400 Spinnen im Haus Erholung in Mönchengladbach bei Insektenausstellung

Insektenausstellung in Mönchengladbach : Wie es sich anfühlt, wenn eine Vogelspinne über die Hand läuft

Spinnen, Schnecken, Skorpione, Schlangen und Schaben: Im Haus Erholung in Mönchengladbach war die Insektenausstellung gut besucht. Wer mutig ist, durfte eine Spinne auf die Hand nehmen.

„Das ist total cool“, sagt Luca, als die Rote Chile Vogelspinne über seine Hand läuft: „Die ist so kuschelig. Ich hatte gedacht, sie fühlt sich eher stachelig wie ein Wildschwein an.“ Und tatsächlich: Die wenige Gramm wiegende, pelzige Spinne tastet sich mit ihren acht Beinchen behutsam über die Hand. Ihre zügigen Laufschritte fühlen sich so leicht an wie junge Kräuterblättchen, die beim Zupfen an den Fingern entlang gleiten.

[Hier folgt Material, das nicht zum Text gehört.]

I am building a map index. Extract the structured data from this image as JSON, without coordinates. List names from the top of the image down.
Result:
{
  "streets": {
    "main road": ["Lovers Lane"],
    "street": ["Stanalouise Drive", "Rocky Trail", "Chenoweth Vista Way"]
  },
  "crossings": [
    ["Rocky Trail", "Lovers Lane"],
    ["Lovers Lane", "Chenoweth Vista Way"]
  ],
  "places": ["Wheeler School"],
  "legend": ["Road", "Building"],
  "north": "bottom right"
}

Kurz hält die Vogelspinne inne – sie füllt die gesamte Handfläche aus – und trippelt dann weiter auf den Unterarm ihres Betreuers Renaldo Neigert. „Diese Spinnenart ist sehr entspannt und lieb. Deswegen setze ich sie hier in unserem Streichelzoo für Kinder ein“, erklärt Neigert, der die Ausstellung verantwortet.

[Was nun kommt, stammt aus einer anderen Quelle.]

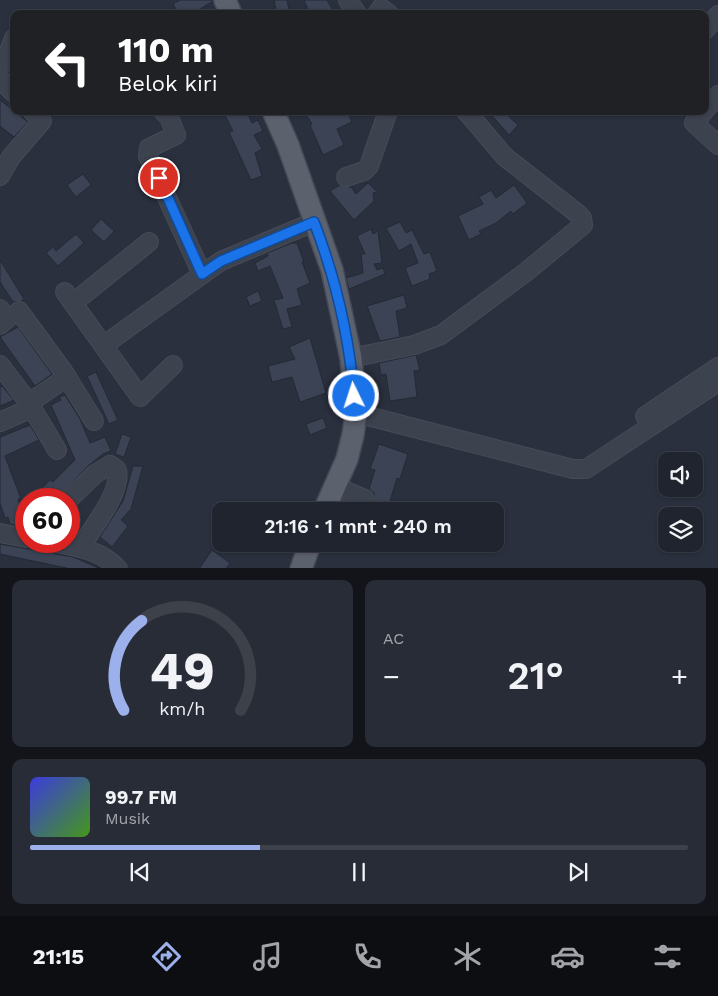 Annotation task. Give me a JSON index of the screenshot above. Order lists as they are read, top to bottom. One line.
{"page":{"turn":["110 m","Belok kiri"],"limit":"60","trip":"21:16 · 1 mnt · 240 m","tile":"AC","heat":["−","21°","+"],"song":["99.7 FM","Musik"],"tabs":"21:15","gauge":["49","km/h"]}} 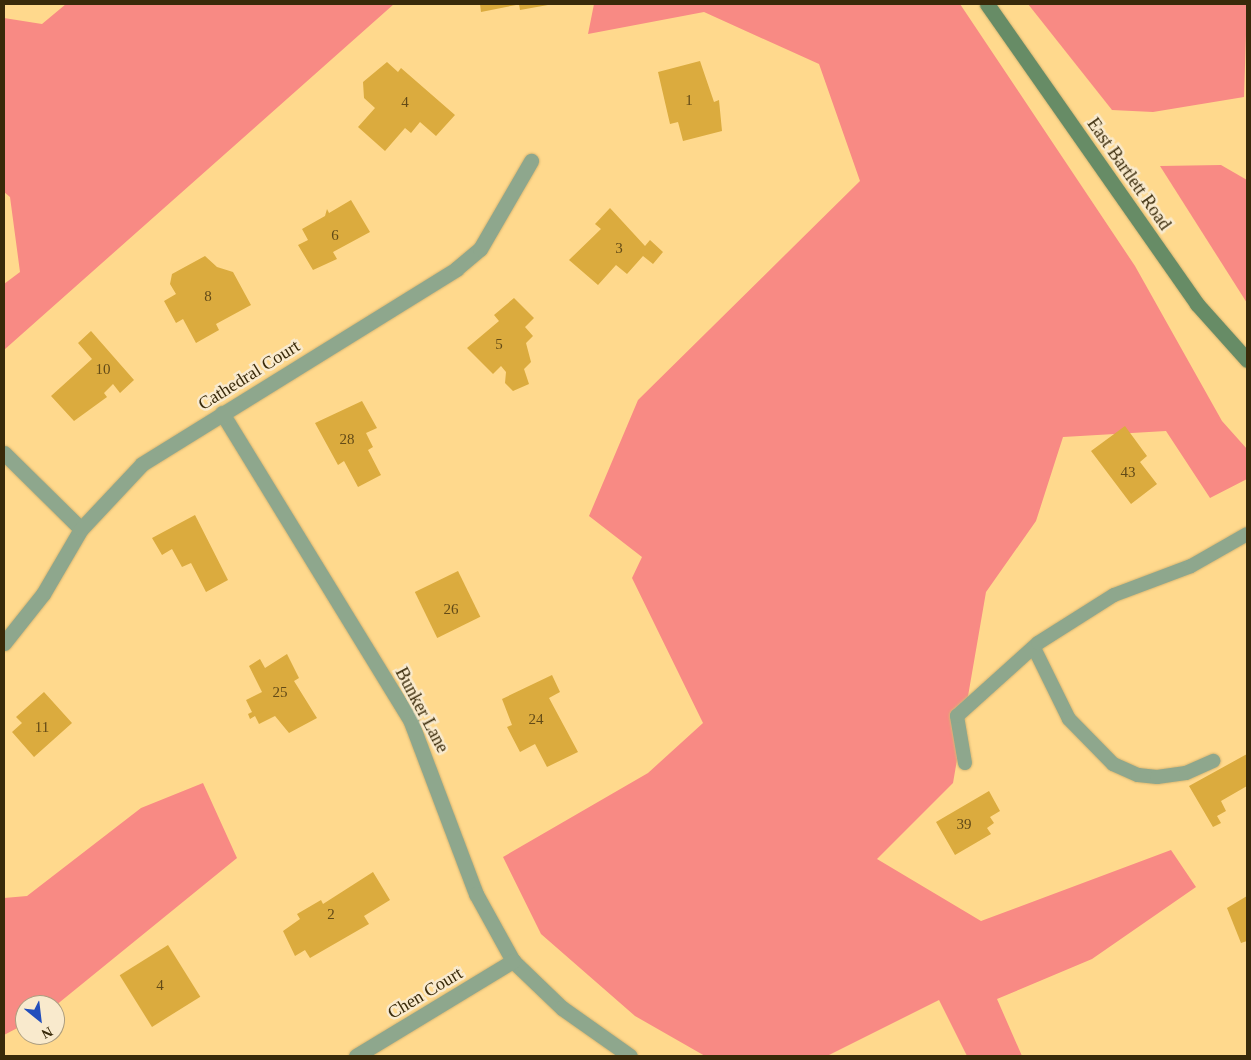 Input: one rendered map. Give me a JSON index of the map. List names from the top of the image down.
{
  "streets": {
    "street": [
      "East Bartlett Road",
      "Cathedral Court",
      "Bunker Lane",
      "Chen Court"
    ]
  },
  "crossings": [
    ["Cathedral Court", "Bunker Lane"],
    ["Bunker Lane", "Chen Court"]
  ],
  "house_numbers": [
    "1",
    "4",
    "6",
    "3",
    "8",
    "5",
    "10",
    "28",
    "43",
    "26",
    "25",
    "24",
    "11",
    "39",
    "2",
    "4"
  ],
  "north": "bottom right"
}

Sämtliche Tiere, die Neigert präsentiert, gehören ihm. Er kennt seine Spinnen gut genug, um zu wissen, wann sie keine Lust mehr darauf haben, Streicheltiere zu sein. Dann wechselt er sie aus. Die Kinder, die Körperkontakt zu den Tieren haben, reagieren ruhig und konzentriert. Die direkte Begegnung mit einem ungewohnten Wesen ist für sie ein Erlebnis, das haften wird. Natürlich wird der gemeinsame Auftritt im Foto festgehalten. Gespannt wartet Luca auf seinen Abzug, um ihn dann stolz der Großmutter zu präsentieren. „Selbst die Kinder, die vielleicht Angst vor Spinnen in ihrem Zuhause haben, verhalten sich hier ganz locker. Sie nehmen meine Vogelspinnen eher als Kuscheltiere wahr, weil sie größer und pelziger sind als die Exemplare daheim“, sagt Neigert.

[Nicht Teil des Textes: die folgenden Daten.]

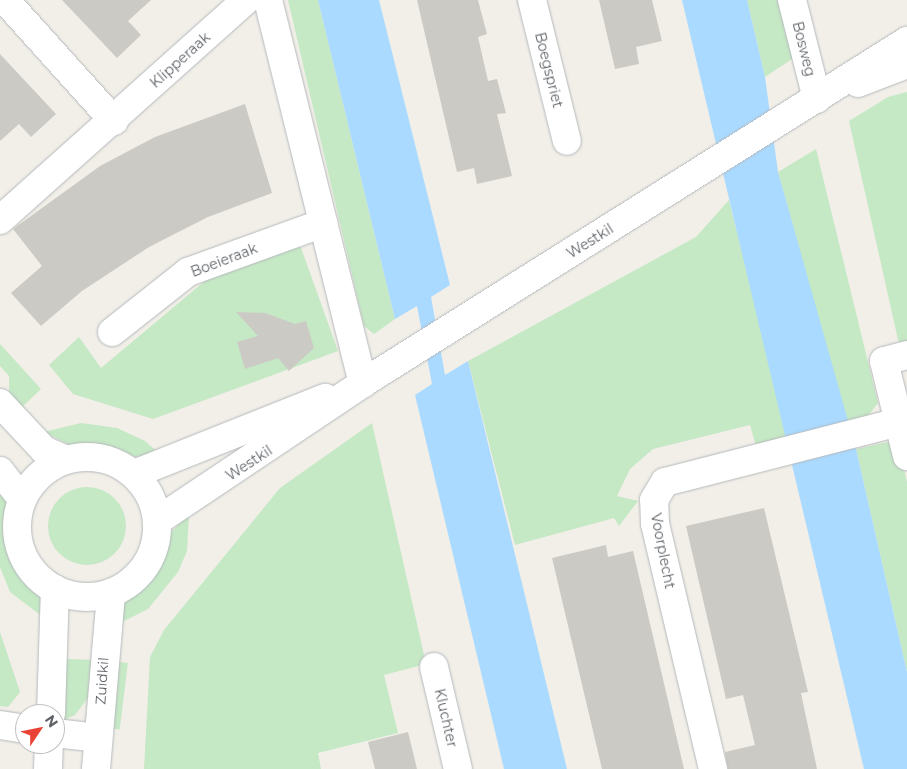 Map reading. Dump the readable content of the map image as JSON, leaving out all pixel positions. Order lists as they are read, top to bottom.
{
  "streets": {
    "street": [
      "Bosweg",
      "Klipperaak",
      "Boegspriet",
      "Westkil",
      "Boeieraak",
      "Voorplecht",
      "Zuidkil",
      "Kluchter"
    ]
  },
  "crossings": [
    ["Bosweg", "Westkil"],
    ["Westkil", "Zuidkil"]
  ],
  "north": "top right"
}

Nicht alle Besucher zieht es in den Streichelzoo. Kleine und große Gäste sitzen vor einer Videowand und lassen sich anhand von Dokumentarfilmen über die Welt der Gliederfüßler aufklären. Andere Besucher sind Insekten-Profis auf der Suche nach Inspiration. Wie Thomas Diehl, der fasziniert vor einem Terrarium in die Hocke geht. „Es ist schon selten, vor allem auch solch große wirbellose Tiere aus unmittelbarer Nähe sehen zu können. Früher habe ich Stabheuschrecken gehalten, bis mir ihre Anzahl zu viel wurde. Sie vermehren sich nämlich ungeschlechtlich ständig weiter. Allerdings werde ich jetzt nach dieser Ausstellung noch einmal darüber nachdenken, ob ich mir nicht doch wieder welche anschaffe“, sagt der junge Mann.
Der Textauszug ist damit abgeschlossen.